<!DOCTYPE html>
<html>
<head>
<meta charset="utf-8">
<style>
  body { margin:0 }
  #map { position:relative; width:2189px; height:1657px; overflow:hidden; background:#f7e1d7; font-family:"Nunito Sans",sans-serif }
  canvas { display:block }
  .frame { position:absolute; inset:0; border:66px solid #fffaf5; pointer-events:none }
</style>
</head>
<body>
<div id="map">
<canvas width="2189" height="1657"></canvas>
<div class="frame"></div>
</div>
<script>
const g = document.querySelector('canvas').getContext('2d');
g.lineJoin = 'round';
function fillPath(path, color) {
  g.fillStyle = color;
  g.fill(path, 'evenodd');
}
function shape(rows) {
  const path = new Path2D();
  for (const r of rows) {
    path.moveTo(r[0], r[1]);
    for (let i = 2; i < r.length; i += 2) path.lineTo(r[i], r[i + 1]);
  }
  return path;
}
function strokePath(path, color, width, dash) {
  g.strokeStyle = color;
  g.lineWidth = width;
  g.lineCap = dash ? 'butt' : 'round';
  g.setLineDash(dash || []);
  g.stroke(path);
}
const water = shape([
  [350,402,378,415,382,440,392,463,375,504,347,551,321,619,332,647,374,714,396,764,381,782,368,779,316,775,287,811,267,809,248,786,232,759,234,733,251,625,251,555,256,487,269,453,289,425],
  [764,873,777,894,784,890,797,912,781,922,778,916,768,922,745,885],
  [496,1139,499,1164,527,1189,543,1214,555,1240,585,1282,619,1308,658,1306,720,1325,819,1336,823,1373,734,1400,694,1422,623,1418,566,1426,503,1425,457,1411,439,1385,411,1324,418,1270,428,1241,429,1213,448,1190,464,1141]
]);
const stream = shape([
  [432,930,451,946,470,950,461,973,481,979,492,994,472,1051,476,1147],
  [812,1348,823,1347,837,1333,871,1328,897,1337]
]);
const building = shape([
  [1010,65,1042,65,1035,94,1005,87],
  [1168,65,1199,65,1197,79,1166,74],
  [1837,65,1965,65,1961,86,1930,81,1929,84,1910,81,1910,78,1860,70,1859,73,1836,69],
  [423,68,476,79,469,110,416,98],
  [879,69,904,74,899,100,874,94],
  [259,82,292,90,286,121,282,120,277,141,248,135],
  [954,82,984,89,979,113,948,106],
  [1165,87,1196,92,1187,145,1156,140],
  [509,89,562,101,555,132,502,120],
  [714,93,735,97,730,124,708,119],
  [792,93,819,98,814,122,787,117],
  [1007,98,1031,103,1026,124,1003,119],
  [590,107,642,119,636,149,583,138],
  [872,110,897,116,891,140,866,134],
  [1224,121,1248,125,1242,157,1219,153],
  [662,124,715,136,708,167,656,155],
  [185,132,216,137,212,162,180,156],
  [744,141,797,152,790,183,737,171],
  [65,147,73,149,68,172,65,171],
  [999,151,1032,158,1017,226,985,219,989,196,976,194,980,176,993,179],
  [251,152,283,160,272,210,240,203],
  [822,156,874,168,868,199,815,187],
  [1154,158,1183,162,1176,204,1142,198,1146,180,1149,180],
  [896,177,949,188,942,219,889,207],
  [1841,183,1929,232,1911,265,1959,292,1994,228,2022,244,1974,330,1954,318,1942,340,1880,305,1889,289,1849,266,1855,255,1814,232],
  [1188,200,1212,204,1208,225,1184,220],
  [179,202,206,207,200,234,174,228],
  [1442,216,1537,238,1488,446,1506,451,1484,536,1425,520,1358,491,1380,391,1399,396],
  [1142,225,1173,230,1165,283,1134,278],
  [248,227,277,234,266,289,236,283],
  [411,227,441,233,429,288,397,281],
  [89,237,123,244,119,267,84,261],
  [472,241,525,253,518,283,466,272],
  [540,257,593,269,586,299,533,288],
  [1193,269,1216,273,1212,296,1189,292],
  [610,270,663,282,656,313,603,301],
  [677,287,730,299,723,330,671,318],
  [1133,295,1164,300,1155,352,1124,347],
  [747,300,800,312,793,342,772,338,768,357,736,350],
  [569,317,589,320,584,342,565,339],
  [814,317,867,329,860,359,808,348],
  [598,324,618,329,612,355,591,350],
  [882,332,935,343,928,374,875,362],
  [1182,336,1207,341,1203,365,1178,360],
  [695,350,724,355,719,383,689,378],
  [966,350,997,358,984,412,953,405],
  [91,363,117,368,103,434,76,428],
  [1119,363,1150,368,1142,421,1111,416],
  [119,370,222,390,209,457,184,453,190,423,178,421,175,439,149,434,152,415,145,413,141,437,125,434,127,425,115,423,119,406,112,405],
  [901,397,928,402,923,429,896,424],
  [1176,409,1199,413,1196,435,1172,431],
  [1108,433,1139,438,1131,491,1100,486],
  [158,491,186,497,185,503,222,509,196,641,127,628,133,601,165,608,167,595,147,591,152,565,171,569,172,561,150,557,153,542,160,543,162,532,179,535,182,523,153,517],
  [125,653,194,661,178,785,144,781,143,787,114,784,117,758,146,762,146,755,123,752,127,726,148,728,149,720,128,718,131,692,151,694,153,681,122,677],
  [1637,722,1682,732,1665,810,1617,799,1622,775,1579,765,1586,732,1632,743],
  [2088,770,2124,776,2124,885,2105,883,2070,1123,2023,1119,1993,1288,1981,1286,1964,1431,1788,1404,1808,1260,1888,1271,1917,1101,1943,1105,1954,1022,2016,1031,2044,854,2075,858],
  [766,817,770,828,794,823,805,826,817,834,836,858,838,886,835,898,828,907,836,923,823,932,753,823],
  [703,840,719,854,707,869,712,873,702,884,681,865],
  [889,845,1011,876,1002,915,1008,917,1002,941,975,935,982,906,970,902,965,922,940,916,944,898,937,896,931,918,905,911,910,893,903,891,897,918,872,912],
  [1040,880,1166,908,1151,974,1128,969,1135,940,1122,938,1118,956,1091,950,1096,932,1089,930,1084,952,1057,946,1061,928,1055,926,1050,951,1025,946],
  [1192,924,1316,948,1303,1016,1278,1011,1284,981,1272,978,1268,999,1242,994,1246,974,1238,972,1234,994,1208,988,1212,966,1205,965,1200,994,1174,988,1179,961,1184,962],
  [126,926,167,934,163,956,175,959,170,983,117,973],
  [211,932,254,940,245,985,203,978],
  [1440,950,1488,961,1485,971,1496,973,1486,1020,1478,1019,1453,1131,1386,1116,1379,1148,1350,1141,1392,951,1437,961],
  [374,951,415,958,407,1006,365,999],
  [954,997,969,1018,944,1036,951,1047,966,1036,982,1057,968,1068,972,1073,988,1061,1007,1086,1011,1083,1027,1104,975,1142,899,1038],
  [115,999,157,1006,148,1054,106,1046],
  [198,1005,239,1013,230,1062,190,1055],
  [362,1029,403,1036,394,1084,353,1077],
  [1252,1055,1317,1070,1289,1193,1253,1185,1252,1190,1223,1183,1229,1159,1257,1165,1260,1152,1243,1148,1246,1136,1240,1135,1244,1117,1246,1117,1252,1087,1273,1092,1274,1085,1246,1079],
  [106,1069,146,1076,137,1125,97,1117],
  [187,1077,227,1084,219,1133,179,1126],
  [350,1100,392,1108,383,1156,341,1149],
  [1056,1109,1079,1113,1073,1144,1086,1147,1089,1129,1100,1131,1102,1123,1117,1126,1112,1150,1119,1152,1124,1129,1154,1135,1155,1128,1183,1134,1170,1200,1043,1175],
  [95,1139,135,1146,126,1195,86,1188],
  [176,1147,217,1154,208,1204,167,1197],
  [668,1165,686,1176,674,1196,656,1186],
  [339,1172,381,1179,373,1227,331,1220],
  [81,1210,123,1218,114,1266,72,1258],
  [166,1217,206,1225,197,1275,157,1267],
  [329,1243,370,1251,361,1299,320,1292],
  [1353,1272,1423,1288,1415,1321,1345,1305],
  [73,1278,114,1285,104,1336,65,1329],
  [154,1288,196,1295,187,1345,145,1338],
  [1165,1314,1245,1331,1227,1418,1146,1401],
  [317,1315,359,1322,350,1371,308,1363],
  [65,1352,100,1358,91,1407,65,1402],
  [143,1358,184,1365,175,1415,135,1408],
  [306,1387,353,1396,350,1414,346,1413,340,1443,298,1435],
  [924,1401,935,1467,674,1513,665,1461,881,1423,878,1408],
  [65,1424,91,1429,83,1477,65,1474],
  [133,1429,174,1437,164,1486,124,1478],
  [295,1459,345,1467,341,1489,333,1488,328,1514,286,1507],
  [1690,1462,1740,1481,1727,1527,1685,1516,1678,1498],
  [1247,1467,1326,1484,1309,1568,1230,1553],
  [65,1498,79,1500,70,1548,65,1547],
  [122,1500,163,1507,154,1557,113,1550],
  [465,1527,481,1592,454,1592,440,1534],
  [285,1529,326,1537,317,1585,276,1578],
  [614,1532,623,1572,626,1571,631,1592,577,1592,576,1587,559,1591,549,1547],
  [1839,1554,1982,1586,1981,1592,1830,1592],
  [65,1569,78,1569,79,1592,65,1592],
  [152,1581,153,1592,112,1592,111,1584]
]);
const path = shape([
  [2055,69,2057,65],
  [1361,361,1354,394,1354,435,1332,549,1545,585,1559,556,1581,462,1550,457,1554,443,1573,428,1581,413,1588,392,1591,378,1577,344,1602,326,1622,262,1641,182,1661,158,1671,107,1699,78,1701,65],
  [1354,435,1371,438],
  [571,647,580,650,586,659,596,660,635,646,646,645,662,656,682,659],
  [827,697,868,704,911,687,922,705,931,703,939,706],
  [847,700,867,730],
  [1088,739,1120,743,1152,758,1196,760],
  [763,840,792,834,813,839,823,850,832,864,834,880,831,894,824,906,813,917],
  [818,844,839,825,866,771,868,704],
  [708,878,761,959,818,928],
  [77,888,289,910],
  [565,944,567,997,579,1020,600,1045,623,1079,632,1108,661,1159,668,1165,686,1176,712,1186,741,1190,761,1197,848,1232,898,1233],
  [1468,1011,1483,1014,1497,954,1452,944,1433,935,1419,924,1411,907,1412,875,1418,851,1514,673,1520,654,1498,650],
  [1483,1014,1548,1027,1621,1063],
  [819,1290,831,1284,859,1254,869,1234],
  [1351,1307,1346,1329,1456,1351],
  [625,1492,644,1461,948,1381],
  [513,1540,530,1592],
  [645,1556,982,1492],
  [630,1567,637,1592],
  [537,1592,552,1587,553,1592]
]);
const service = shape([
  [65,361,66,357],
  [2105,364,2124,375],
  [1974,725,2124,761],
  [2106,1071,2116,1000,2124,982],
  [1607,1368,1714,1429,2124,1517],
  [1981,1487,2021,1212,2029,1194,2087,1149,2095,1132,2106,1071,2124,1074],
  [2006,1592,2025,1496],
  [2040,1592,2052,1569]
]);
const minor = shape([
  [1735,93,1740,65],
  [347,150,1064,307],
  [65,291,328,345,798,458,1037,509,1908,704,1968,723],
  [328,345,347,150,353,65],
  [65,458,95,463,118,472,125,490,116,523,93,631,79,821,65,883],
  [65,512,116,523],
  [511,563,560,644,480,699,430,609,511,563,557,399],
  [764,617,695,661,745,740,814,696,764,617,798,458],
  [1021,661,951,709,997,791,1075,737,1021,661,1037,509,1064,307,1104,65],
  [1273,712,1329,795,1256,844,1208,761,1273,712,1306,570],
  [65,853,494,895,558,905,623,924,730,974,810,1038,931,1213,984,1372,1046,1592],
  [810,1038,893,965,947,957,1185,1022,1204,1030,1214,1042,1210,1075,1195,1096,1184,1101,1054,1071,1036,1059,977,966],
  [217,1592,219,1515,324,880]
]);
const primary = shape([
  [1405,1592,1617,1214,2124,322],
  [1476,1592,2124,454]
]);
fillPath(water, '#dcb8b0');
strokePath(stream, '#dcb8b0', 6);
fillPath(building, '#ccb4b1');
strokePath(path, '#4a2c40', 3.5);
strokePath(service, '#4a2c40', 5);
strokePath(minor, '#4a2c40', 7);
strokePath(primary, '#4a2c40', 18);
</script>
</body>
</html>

+ + + + +

__What is being asked__
The answer must consist of every line from the data that holds the string "minor".

__Task solution__
const minor = shape([
strokePath(minor, '#4a2c40', 7);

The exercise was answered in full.